The first day of the Awareness Week, which opened on Tuesday, March 11, included presentations titled “Why I Became a Muslim” by four reverts who shared their own experiences.
On Thursday, a lecture by Munir El-Kassem will illustrate the unique features of the Islamic scriptures under the title “Qur'an: A Light Amidst the Darkness,” at Vanier Hall's Winclare A room at 6 pm.
“Our goal is to raise awareness and be available to address negative perceptions,” Rima Khaled, the director of the annual Awareness Week, told Windsor Star.
“There are a lot of misconceptions because of the media but we’re here to say that we are normal, just like you,” added Khaled who stands amid the displays and information booths at the event.
The director of the annual cultural event argued that many people have a negative image of Islam believing that it oppresses women's rights.
“We have the whole set of rights and freedoms,” she said.
Khaled refuted the allegations that say Muslim women are obligated to cover and wear hijab.
“We choose to wear the hijab.” Khaled stated.
“Many people believe women are forced to wear the hijab and are oppressed,” she said.
“That’s a hot topic but it’s completely not true. It’s not a way to dress, it’s a way to act and has to do with character and attitude. It encompasses so much,” she added.
Organizers of the event has stressed that it doesn't aim to “proselytize” students.
“That’s definitely not the case,” Khaled, the director of the event, said.
“It’s not our job. We are here answer questions and make people more aware,” she explained.
Trying hijab for the first time at the interactive Islamic event, a third year music and history student described it as a form of “modesty”.
“It is good to understand the real complete meaning and not see it as a form of oppression,” Sarah Mitchell, the music and history student, said.
“It’s a form of modesty. Men and women are seen as equals and responsible.
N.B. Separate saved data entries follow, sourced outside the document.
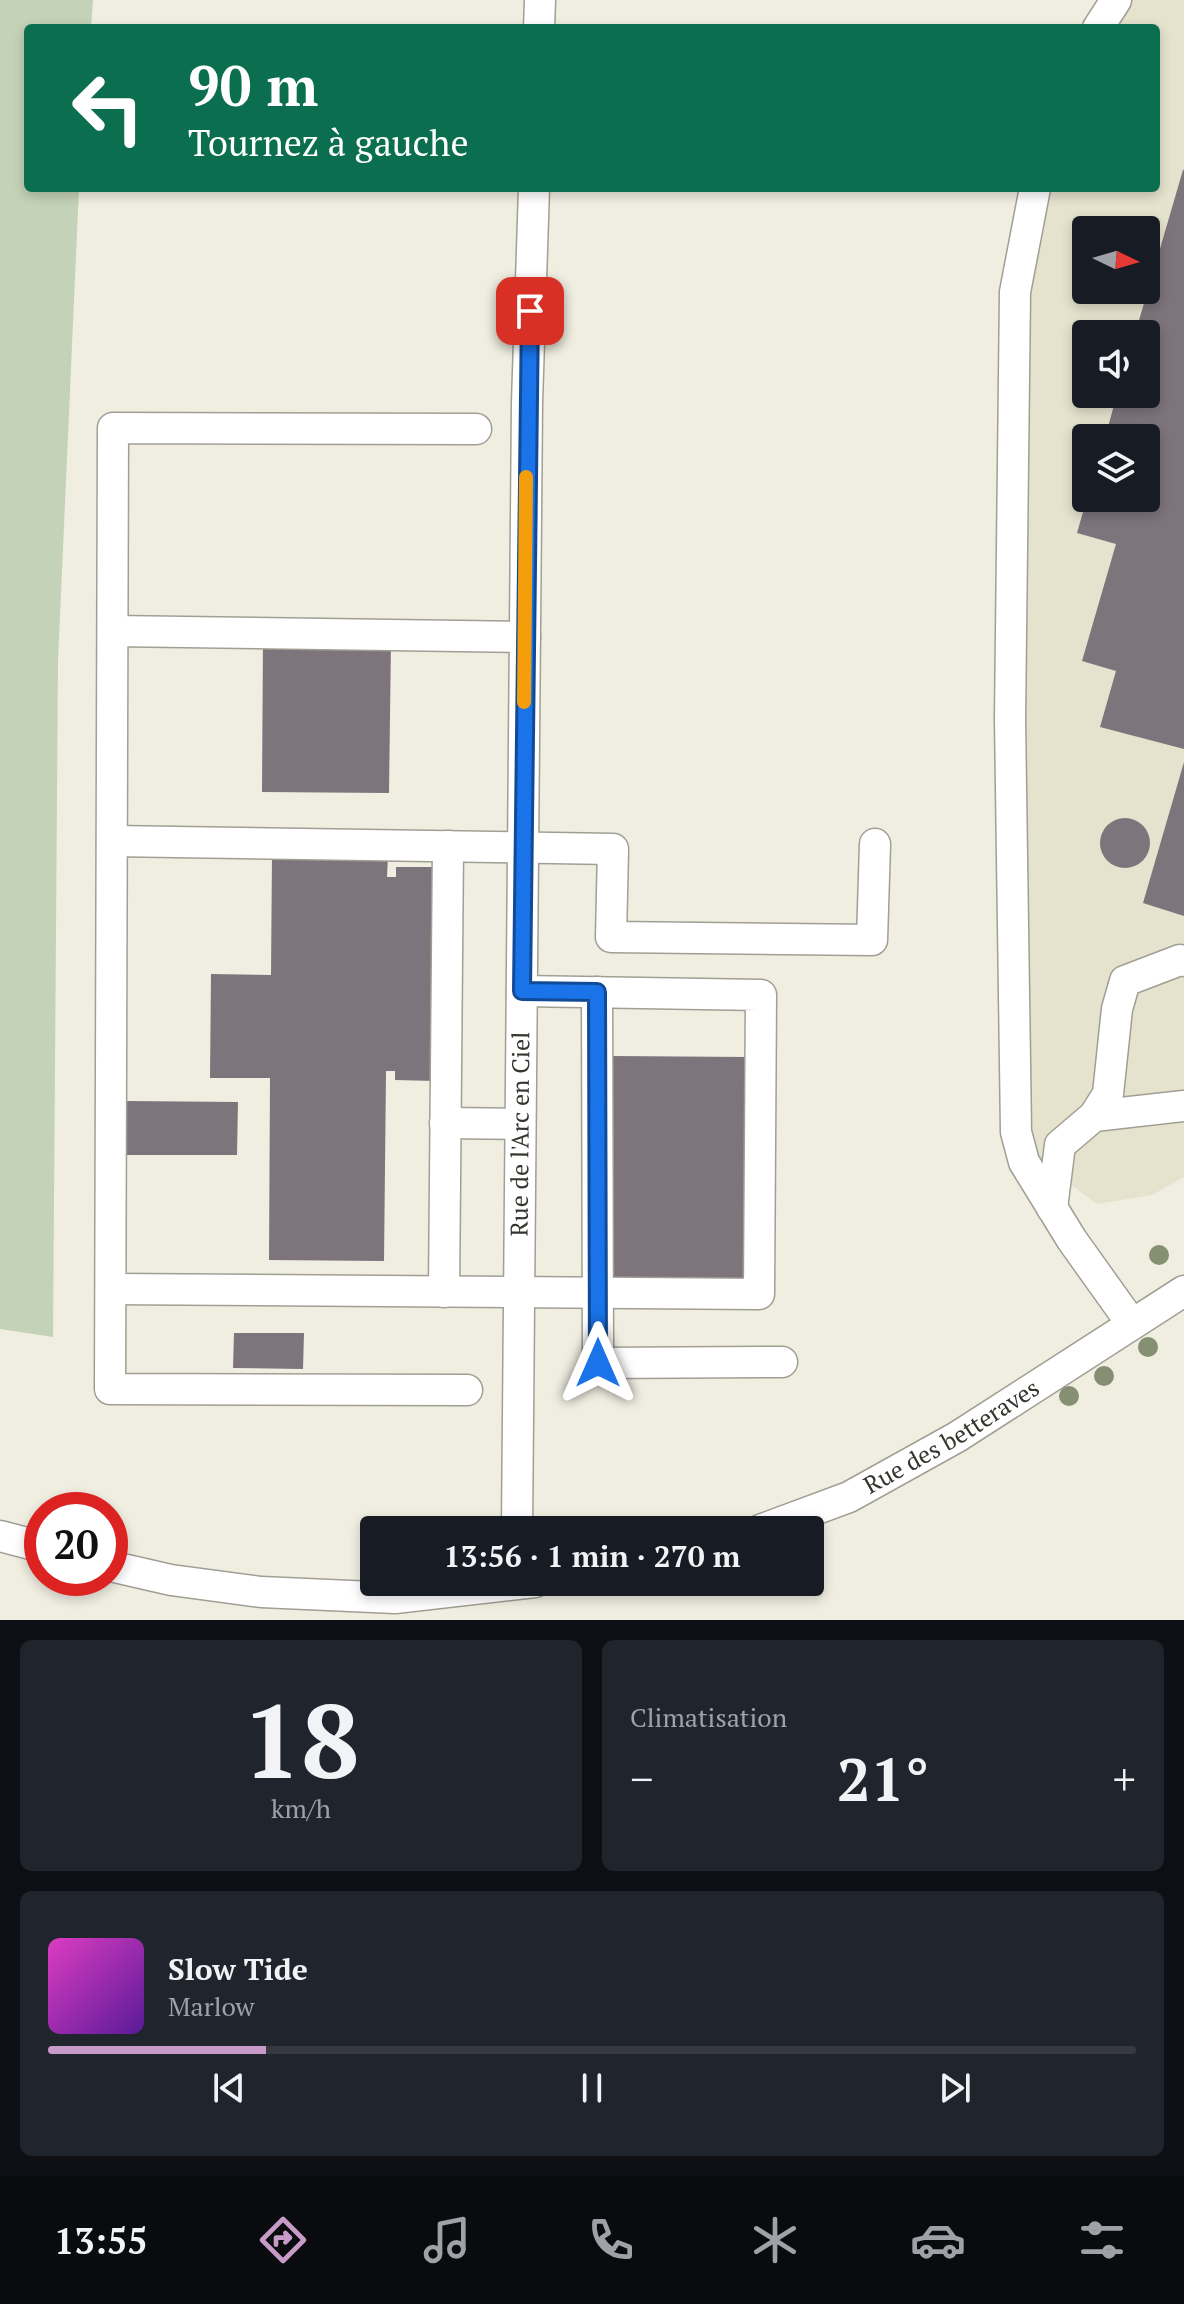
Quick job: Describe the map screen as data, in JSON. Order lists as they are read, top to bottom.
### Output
{
  "streets": {
    "street": ["Rue de l'Arc en Ciel", "Rue des betteraves"]
  },
  "north": "right",
  "page": {
    "turn": ["90 m", "Tournez à gauche"],
    "limit": "20",
    "trip": "13:56 · 1 min · 270 m",
    "tile": [
      ["18", "km/h"],
      "Climatisation"
    ],
    "heat": ["−", "21°", "+"],
    "song": ["Slow Tide", "Marlow"],
    "tabs": "13:55"
  }
}
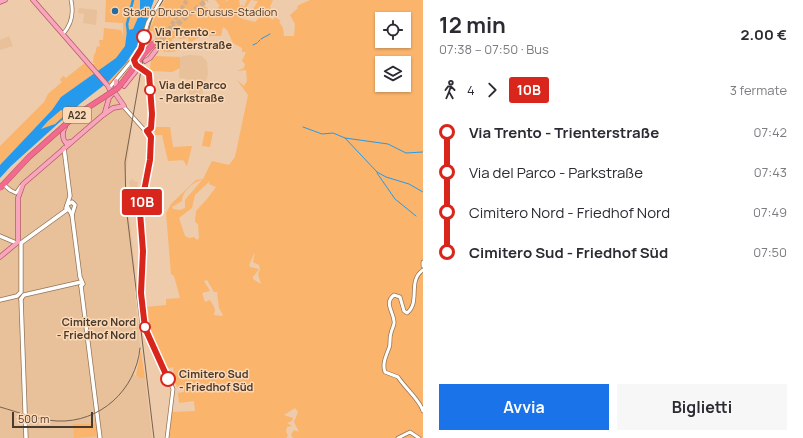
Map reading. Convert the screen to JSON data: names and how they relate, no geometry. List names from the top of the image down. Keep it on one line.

There is a lot of ignorance about Islam. I find it very interesting.
“I don’t really believe in anything. I’m agnostic … But we need to be respectful to all, accepting and understanding,” Mitchell added.
Islam sees hijab as an obligatory code of dress, not a religious symbol displaying one’s affiliations.
According to the organizers, the event received overwhelming positive feedbacks and was frequently visited by open minded people.
Yet, there are some negative responses from other students who opposed the cultural event.
“There are some who just come to attack,” Khaled said.
“They do not come to learn. It’s the way you handled it.
“You need to talk respectfully and professionally. We’ve had people yell. We don’t yell back.
“But most people are open minded and just want to learn about the faith.”
Muslims make around 1.9 percent of Canada's 32.8 million population, and Islam is the number one non-Christian faith in the country.
A survey has showed the overwhelming majority of Muslims are proud to be Canadian.
Interfaith events usually help in correcting misconceptions about Muslims which resulted in a sharp increase in anti-Muslim views among Canadians.